Another poorly-educated approach used by many people is to determine truth based on whether the speaker has a high rank in the listener’s herd or not. So one’s pastor, boss, father or club leader becomes the authority to which one listens. All that matters is a high position in a friendly dominance hierarchy. This was the approach described in detail by Edward Bernays in Propaganda.
It can safely be said that all information from a political source is dirty. Any press release put out by a political party can be considered filthy. So can any article or book written by a member of a political party. The greater the influence of politics on any source of information, the dirtier it is.
It can also safely be said that most information from religious sources, particularly Abrahamic ones, is dirty. This is especially true of those who are seeking to gain followers for money or political power. Anyone who says that you have to obey them or suffer everlasting pushishment in a Hell Realm can be confidently written off as a dirty source. But in this regard, as with others, the world’s religions vary greatly.
Here it’s necessary to look at the reputations of the people pushing the information. Have they murdered their way around the world over the centuries? Do they regularly sexually abuse their children? Do they practice barbarisms such as infant genital mutilation? Do they have transparently sadistic animal slaughter protocols?
Perhaps there was once a time when the mainstream media was a clean source of information. This was back in the times when honest people chose to become journalists for the sake of spreading the truth (i.e. before the Charlie Mitchells took over). Today, no rational or intelligent person can trust anything in the mainstream media.
It used to be possible to trust scientists, because a lot of the people drawn to academia are the sort of person who values truth above merely material concerns such as political power or wealth. But then corporations started buying research favourable to their products. It turns out that scientists are only slightly harder to buy than politicians.
Who actually does tell the truth?
In order to reliably tell the truth, a person has to believe that there are positive consequences for speaking truth and negative consequences for telling lies. They have to believe in something like karma, or at least the Law of Attraction, before they can be trusted to put the truth before their own interests.
This is to say that it’s possible to trust genuinely spiritual people. But there, again, is another major problem: usually it’s impossible to tell if someone is genuinely spiritual or not. The low-IQ approach is to trust people at the top of the same religious herd as yourself. High-IQ people go on the reputation of the source among other high-IQ people.
If you would ask the ten most intelligent people you know who they consider clean sources of information, and if more than one of them suggested the same source, you could be reasonably sure that source was clean. This is the same logic as academic peer review, and, while an effective way of distinguishing clean from dirty, it’s far from infallible.
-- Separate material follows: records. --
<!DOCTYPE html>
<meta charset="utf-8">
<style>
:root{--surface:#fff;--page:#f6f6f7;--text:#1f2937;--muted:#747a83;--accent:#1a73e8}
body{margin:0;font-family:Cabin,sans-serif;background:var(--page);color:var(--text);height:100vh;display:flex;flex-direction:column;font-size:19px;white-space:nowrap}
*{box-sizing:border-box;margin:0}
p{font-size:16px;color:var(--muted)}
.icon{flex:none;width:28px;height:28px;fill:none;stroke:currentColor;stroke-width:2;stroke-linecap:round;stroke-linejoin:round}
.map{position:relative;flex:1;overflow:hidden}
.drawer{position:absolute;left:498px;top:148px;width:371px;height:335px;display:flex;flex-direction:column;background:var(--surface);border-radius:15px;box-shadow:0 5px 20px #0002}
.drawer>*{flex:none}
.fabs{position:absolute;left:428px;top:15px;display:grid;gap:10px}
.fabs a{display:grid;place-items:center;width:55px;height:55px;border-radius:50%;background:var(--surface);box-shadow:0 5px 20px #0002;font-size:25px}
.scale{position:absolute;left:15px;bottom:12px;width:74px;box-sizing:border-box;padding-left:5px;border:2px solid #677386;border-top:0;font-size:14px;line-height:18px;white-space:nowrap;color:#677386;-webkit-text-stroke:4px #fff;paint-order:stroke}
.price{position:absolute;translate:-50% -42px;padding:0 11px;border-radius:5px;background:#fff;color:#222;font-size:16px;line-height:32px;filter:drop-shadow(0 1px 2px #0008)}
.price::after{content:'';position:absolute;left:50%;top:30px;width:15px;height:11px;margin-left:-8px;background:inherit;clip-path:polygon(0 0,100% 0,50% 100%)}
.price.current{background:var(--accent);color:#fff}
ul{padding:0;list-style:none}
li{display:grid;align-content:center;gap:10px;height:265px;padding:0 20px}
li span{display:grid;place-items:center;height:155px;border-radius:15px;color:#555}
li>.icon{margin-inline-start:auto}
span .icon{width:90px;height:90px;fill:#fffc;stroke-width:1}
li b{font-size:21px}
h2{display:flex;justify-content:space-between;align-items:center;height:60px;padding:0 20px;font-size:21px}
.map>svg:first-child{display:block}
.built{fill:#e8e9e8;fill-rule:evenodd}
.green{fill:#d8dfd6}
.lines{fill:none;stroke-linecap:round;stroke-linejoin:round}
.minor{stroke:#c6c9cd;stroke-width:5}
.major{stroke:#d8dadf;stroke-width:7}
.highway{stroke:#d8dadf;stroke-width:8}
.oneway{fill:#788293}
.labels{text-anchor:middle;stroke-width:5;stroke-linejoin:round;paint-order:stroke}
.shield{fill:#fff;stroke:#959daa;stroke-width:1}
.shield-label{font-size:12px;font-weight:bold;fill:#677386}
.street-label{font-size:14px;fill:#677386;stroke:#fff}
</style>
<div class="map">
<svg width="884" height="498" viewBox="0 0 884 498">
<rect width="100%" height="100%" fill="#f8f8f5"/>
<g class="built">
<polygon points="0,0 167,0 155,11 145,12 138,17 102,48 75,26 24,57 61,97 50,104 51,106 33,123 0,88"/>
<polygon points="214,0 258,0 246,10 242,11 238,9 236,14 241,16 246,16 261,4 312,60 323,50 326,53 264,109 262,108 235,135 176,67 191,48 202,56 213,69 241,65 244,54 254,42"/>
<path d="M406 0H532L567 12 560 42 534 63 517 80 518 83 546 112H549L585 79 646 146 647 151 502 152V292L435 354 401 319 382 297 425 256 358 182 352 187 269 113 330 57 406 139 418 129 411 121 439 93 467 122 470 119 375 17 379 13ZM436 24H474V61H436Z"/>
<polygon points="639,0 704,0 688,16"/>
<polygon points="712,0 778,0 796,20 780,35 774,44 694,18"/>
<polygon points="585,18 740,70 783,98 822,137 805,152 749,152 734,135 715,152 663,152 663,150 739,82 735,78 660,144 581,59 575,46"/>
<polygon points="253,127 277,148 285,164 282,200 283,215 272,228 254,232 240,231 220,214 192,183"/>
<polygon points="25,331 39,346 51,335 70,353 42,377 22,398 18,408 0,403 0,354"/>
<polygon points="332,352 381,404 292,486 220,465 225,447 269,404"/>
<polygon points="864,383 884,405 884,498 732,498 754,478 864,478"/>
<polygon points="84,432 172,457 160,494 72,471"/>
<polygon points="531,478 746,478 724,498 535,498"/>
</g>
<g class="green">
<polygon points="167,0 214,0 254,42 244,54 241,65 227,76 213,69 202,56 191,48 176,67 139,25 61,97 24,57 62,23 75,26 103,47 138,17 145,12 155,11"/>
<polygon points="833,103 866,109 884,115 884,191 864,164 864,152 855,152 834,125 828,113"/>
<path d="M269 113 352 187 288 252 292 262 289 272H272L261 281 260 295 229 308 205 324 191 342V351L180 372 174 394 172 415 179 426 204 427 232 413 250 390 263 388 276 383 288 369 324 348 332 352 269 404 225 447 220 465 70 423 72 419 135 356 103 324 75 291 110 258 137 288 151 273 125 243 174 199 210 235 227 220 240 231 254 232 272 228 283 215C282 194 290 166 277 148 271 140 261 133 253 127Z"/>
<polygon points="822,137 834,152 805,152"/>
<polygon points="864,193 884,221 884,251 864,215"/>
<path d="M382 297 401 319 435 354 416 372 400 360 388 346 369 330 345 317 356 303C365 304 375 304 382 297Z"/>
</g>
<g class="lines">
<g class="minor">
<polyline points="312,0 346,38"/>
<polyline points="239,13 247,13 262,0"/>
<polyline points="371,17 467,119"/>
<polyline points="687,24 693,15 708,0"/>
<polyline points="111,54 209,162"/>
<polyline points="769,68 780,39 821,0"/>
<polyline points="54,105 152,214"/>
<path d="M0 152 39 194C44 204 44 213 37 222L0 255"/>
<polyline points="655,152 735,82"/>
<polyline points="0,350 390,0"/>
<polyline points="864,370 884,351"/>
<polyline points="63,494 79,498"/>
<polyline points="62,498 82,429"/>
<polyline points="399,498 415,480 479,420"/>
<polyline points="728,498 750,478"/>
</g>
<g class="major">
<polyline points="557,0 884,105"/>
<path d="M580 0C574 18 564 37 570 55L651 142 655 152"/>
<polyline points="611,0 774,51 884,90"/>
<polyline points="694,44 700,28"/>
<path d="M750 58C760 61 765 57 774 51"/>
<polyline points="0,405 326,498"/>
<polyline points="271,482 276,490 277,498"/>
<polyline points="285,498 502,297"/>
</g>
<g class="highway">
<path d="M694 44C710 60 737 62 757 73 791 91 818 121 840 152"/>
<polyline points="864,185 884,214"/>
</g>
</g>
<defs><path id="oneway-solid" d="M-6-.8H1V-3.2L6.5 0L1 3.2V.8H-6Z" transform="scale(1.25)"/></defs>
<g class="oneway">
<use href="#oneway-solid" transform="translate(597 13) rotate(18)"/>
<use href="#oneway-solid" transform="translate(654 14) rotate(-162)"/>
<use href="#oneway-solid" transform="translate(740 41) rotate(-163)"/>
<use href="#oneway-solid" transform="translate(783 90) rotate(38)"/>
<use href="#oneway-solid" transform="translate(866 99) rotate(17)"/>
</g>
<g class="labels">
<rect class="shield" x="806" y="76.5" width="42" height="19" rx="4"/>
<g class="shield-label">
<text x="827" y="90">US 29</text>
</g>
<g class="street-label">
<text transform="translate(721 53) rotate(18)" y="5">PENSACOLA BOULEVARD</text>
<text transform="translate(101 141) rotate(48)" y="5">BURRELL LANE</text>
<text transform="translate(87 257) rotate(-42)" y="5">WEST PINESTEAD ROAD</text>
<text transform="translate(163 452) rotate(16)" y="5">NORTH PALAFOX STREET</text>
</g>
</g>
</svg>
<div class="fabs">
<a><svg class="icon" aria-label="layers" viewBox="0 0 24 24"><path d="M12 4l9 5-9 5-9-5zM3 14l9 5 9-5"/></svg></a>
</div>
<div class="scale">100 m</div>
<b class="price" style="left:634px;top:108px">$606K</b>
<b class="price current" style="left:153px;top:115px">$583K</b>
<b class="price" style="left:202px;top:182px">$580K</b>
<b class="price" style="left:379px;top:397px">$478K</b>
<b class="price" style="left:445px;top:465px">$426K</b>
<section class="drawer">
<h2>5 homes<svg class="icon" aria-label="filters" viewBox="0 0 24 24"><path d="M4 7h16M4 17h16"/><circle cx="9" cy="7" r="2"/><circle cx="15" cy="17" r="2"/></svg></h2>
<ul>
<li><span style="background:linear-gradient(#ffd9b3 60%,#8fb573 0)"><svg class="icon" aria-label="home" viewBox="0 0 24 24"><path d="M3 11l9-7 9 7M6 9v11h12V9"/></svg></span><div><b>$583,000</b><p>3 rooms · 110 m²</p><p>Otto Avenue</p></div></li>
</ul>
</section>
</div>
The tough news is that there’s no truly reliable way to tell if someone is a clean source of information other than going through everything they have written or said, comparing all facts therein stated to known truths, and subjecting their logic to the most rigourous examination. If they regularly make predictions that turn out to be false, that’s a good sign they’re a dirty source.
Perhaps the two rules of thumb are firstly: never trust an authority figure, because they have reason to lie to you. Secondly: prefer to trust someone who is trusted by smart people and distrusted by dumb people.
The great thing about clean information is that it can be absorbed without the need to take time and energy correcting for bias. A truly clean source of information is worth gold in the information marketplace of 2023. In this age of pervasive AI-generated content though, best of luck finding it.